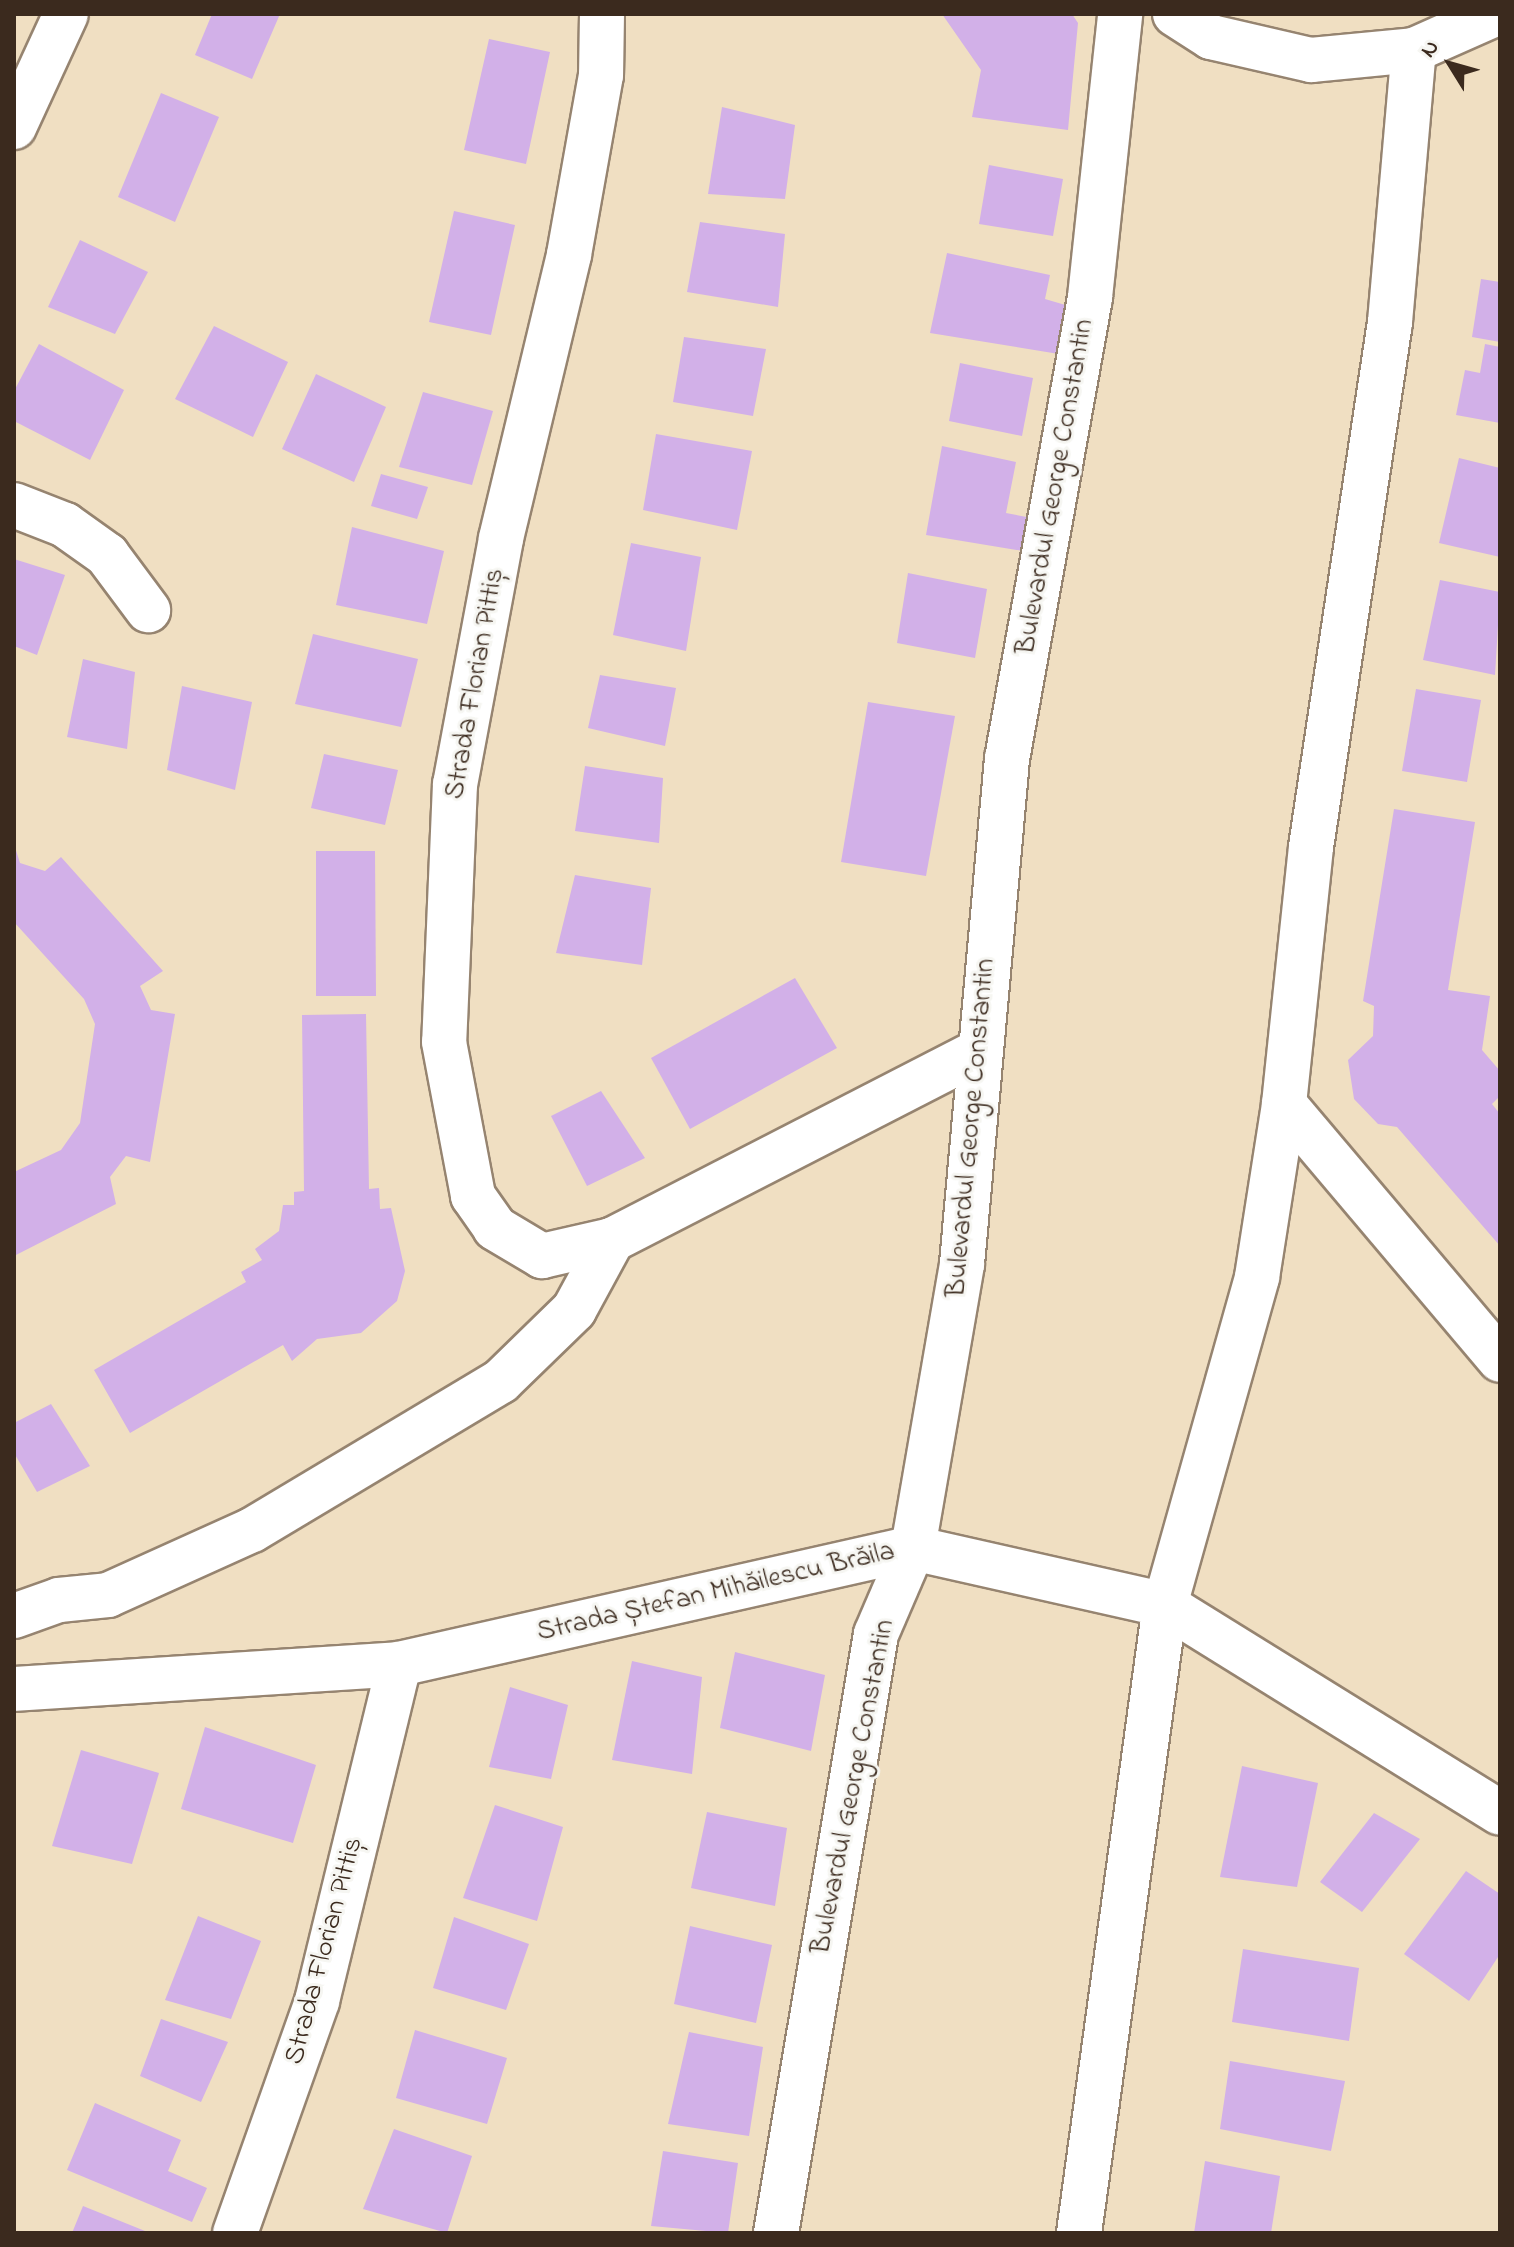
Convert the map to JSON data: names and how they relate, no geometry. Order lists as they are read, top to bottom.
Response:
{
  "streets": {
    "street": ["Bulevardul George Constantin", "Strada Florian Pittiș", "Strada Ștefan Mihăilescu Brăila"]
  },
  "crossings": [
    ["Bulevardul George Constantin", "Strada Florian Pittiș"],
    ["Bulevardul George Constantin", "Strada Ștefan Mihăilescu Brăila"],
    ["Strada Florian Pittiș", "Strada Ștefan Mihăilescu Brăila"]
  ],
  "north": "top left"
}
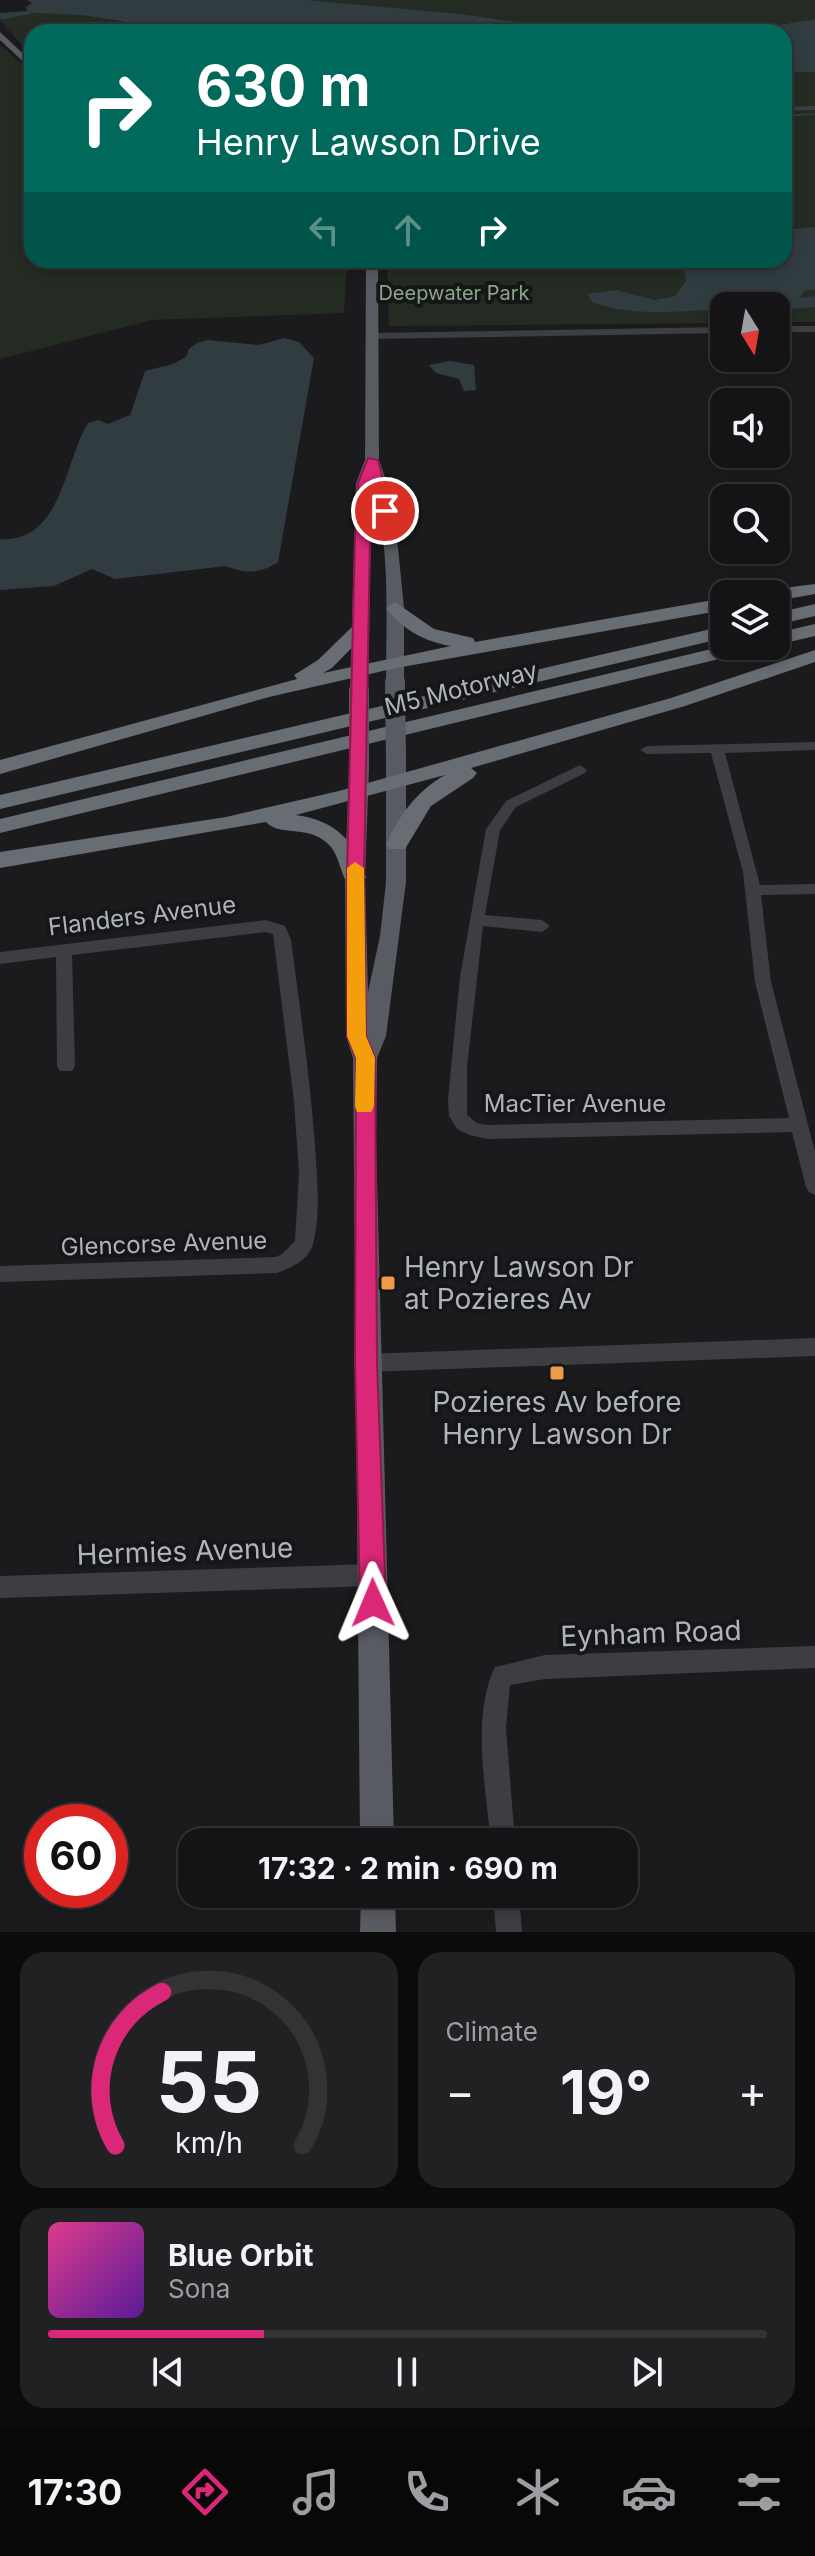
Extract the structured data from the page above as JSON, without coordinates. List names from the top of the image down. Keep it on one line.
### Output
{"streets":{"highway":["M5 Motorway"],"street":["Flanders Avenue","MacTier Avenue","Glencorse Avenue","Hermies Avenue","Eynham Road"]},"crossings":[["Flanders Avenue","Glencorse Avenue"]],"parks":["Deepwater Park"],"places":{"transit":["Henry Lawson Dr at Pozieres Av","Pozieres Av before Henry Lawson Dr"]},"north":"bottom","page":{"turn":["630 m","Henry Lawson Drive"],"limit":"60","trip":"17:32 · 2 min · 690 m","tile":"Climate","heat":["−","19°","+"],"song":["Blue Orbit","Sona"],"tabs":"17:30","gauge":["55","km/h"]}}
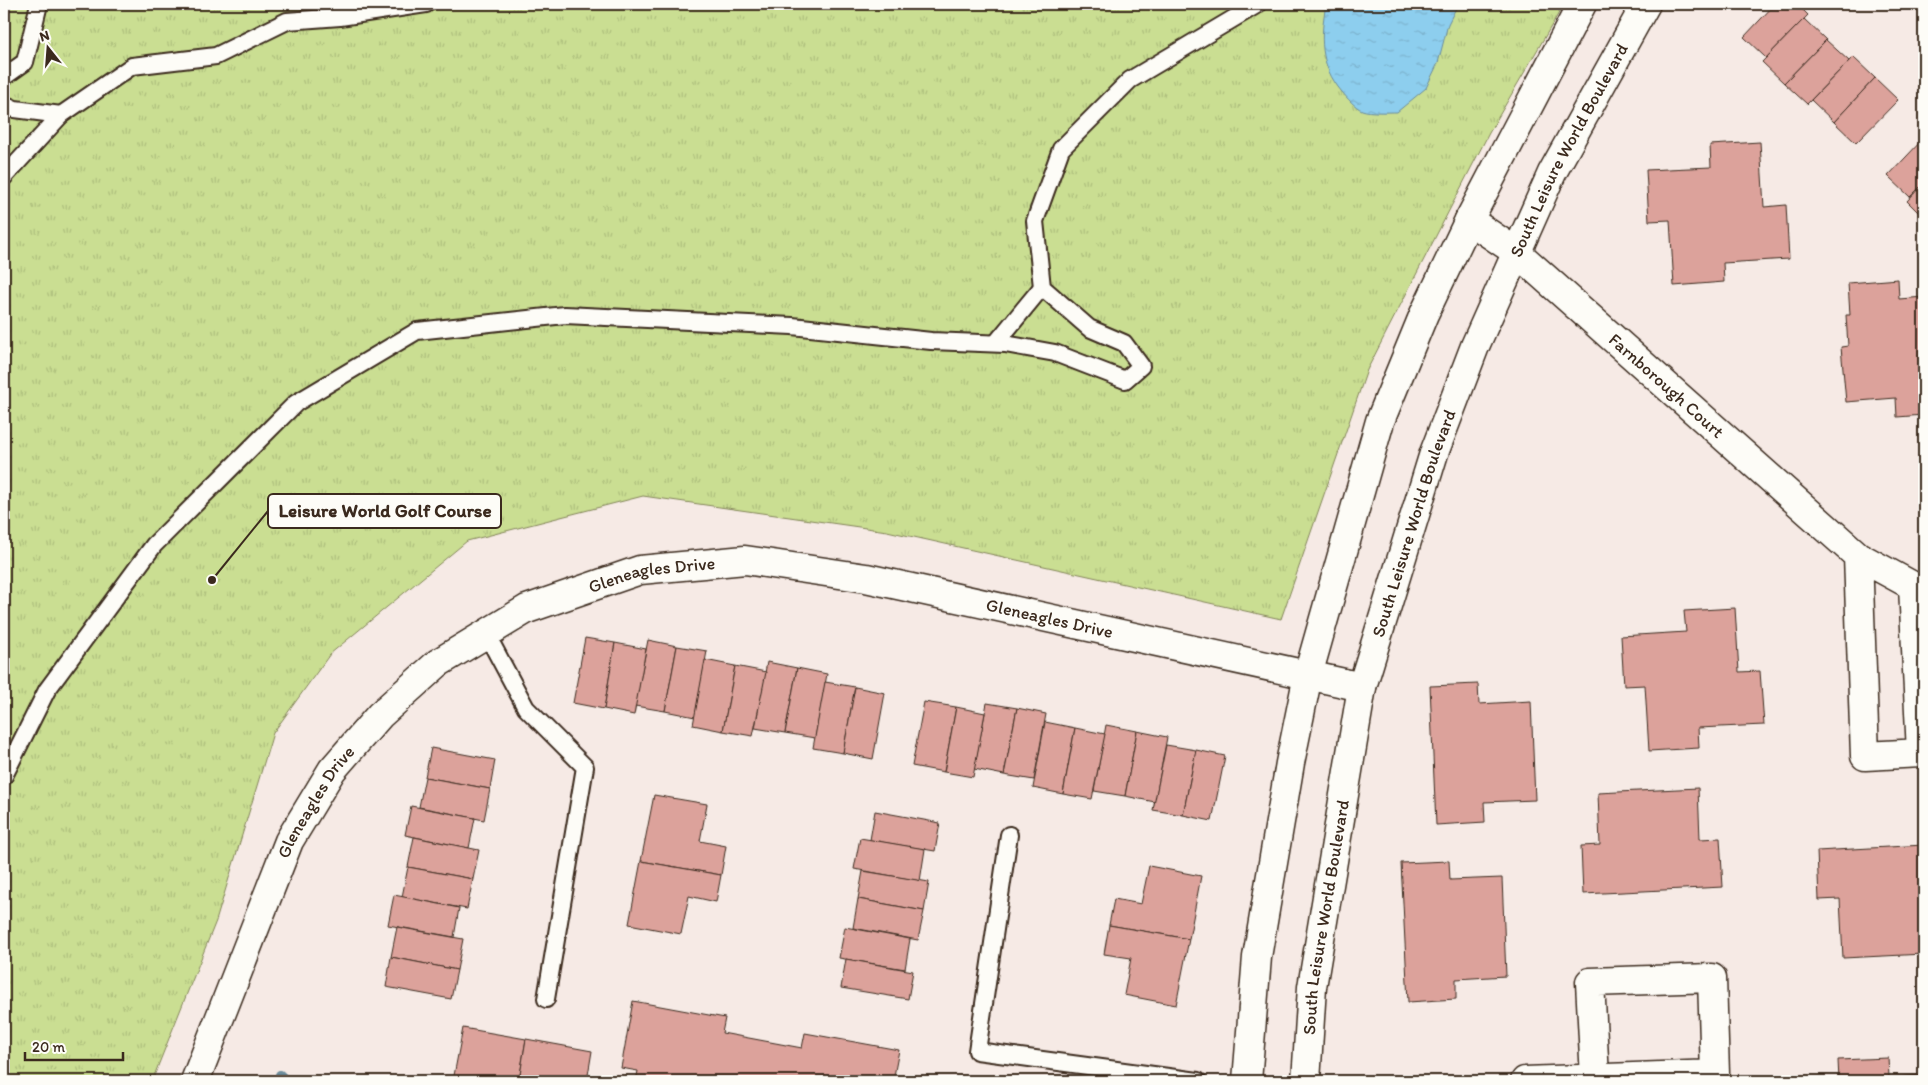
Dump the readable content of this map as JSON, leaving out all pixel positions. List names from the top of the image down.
—————
All lines of the entries above where "JSON" turns up should be reported.

§ **OUTPUT FOR THIS TASK**:
Convert the map to JSON data: names and how they relate, no geometry. Order lists as they are read, top to bottom.
Extract the structured data from the page above as JSON, without coordinates. List names from the top of the image down. Keep it on one line.
Dump the readable content of this map as JSON, leaving out all pixel positions. List names from the top of the image down.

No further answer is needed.